═══ Dataset records ═══

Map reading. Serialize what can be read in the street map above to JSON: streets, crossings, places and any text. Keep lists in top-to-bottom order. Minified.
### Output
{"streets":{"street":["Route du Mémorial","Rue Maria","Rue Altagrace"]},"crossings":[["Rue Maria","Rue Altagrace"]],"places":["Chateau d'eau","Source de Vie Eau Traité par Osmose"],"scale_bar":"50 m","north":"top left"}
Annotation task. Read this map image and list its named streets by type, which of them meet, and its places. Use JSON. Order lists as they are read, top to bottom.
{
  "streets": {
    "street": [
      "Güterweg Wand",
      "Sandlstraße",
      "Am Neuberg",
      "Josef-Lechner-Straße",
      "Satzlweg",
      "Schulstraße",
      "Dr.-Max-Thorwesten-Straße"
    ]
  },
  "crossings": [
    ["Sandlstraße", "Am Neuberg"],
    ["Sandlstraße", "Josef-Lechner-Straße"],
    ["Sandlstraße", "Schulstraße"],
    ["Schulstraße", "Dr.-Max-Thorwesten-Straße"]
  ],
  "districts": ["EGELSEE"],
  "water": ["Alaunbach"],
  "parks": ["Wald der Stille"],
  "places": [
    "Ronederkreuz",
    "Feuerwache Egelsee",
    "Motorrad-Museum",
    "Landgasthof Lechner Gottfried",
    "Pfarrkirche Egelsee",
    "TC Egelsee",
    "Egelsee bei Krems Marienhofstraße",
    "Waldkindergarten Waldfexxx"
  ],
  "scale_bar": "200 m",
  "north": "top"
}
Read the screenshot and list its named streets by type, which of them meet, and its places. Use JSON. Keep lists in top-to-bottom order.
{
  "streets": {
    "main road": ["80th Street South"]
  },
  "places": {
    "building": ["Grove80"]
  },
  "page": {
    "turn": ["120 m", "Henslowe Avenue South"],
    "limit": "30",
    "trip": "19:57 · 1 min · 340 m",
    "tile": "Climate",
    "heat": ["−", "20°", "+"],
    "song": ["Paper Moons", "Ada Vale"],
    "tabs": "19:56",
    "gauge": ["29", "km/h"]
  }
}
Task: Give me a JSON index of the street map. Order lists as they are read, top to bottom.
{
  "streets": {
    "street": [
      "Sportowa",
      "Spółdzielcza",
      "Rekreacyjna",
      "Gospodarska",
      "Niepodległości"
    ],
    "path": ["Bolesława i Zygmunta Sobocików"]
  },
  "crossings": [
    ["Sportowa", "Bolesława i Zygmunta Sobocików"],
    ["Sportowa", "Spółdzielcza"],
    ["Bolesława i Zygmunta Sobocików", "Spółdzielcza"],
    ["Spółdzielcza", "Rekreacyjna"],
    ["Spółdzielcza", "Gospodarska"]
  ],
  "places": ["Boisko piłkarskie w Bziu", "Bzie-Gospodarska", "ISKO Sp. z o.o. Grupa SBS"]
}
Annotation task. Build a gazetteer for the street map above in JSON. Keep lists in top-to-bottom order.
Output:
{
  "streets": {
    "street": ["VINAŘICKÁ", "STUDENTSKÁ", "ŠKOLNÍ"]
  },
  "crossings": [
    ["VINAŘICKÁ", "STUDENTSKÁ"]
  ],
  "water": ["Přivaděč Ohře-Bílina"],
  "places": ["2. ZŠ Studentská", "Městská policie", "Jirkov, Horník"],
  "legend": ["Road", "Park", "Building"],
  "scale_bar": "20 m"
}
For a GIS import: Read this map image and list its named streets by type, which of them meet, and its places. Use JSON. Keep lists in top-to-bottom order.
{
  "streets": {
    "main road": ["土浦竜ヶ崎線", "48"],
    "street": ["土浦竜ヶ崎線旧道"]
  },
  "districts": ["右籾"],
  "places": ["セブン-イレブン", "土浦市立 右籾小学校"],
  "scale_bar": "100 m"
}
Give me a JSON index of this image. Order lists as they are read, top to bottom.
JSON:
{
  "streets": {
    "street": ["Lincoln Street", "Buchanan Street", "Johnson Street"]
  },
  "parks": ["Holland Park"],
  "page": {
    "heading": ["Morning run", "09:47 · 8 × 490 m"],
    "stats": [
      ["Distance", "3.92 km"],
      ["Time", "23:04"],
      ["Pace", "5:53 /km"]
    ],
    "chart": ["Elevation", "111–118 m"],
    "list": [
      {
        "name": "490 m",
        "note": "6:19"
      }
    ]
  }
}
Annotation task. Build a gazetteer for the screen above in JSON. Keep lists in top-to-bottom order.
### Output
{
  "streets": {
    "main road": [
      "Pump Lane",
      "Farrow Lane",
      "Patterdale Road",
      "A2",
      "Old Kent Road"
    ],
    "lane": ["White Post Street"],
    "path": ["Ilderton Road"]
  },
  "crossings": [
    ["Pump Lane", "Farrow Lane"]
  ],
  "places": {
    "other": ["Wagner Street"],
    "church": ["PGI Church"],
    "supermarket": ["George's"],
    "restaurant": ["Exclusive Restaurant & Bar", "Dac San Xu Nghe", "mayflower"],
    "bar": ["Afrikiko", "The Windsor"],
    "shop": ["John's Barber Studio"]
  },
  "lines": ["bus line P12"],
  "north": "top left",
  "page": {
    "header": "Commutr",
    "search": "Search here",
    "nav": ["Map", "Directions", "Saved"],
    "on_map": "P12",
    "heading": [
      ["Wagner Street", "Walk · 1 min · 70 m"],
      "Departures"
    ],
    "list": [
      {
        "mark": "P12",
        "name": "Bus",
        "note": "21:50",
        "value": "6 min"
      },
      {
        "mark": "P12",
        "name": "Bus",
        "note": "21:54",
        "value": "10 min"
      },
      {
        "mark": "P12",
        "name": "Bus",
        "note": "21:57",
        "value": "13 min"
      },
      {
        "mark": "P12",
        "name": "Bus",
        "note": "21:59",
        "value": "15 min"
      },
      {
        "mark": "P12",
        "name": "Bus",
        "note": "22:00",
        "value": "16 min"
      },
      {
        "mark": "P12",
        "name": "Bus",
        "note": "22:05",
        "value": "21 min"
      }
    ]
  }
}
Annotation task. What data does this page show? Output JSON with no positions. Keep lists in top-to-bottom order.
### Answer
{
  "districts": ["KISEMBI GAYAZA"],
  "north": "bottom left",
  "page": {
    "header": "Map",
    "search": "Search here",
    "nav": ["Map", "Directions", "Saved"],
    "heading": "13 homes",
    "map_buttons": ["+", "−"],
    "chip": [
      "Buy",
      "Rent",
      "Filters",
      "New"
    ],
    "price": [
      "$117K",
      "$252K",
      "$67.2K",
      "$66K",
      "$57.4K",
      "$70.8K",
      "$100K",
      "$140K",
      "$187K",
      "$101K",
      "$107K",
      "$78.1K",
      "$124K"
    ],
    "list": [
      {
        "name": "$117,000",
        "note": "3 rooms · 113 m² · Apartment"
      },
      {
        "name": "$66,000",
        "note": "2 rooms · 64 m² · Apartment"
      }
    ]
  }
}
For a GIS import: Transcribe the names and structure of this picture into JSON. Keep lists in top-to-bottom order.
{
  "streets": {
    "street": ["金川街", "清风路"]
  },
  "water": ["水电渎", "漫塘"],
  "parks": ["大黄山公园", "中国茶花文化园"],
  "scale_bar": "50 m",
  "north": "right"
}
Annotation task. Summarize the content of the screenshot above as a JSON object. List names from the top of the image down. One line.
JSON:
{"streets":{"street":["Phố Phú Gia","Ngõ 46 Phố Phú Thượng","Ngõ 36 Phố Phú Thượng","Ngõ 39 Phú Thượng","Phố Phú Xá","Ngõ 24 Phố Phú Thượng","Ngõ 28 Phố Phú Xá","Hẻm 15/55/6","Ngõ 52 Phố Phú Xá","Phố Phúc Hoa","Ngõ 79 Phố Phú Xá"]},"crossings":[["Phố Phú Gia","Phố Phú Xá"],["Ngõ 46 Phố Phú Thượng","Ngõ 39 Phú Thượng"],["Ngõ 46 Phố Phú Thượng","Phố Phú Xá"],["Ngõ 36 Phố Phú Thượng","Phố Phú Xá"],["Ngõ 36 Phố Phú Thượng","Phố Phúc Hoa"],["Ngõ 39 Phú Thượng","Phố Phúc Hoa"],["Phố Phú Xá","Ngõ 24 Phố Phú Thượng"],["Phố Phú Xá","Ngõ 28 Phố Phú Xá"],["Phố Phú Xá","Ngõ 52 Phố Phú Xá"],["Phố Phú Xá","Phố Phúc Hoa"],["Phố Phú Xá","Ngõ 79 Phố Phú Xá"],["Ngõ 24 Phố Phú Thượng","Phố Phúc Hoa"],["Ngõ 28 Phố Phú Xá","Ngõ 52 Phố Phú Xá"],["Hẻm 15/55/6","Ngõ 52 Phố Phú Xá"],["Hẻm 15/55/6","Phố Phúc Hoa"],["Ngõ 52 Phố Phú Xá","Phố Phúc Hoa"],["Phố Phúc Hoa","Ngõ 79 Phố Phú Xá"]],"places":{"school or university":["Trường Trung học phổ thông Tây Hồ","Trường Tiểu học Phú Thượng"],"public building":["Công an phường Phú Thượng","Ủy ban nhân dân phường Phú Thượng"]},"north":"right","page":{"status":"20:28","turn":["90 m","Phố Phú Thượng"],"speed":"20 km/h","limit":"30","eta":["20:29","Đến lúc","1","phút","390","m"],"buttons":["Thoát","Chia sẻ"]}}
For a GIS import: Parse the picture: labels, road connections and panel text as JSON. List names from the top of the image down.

═══

* **Exercise prompt**: Copy the lines above exactly, beginning at the line that has "For a GIS import: Read" and stopping after the line that has "Annotation task. Build a gazetteer for the screen", and omit the rest.

* **Output**:
For a GIS import: Read this map image and list its named streets by type, which of them meet, and its places. Use JSON. Keep lists in top-to-bottom order.
{
  "streets": {
    "main road": ["土浦竜ヶ崎線", "48"],
    "street": ["土浦竜ヶ崎線旧道"]
  },
  "districts": ["右籾"],
  "places": ["セブン-イレブン", "土浦市立 右籾小学校"],
  "scale_bar": "100 m"
}
Give me a JSON index of this image. Order lists as they are read, top to bottom.
JSON:
{
  "streets": {
    "street": ["Lincoln Street", "Buchanan Street", "Johnson Street"]
  },
  "parks": ["Holland Park"],
  "page": {
    "heading": ["Morning run", "09:47 · 8 × 490 m"],
    "stats": [
      ["Distance", "3.92 km"],
      ["Time", "23:04"],
      ["Pace", "5:53 /km"]
    ],
    "chart": ["Elevation", "111–118 m"],
    "list": [
      {
        "name": "490 m",
        "note": "6:19"
      }
    ]
  }
}
Annotation task. Build a gazetteer for the screen above in JSON. Keep lists in top-to-bottom order.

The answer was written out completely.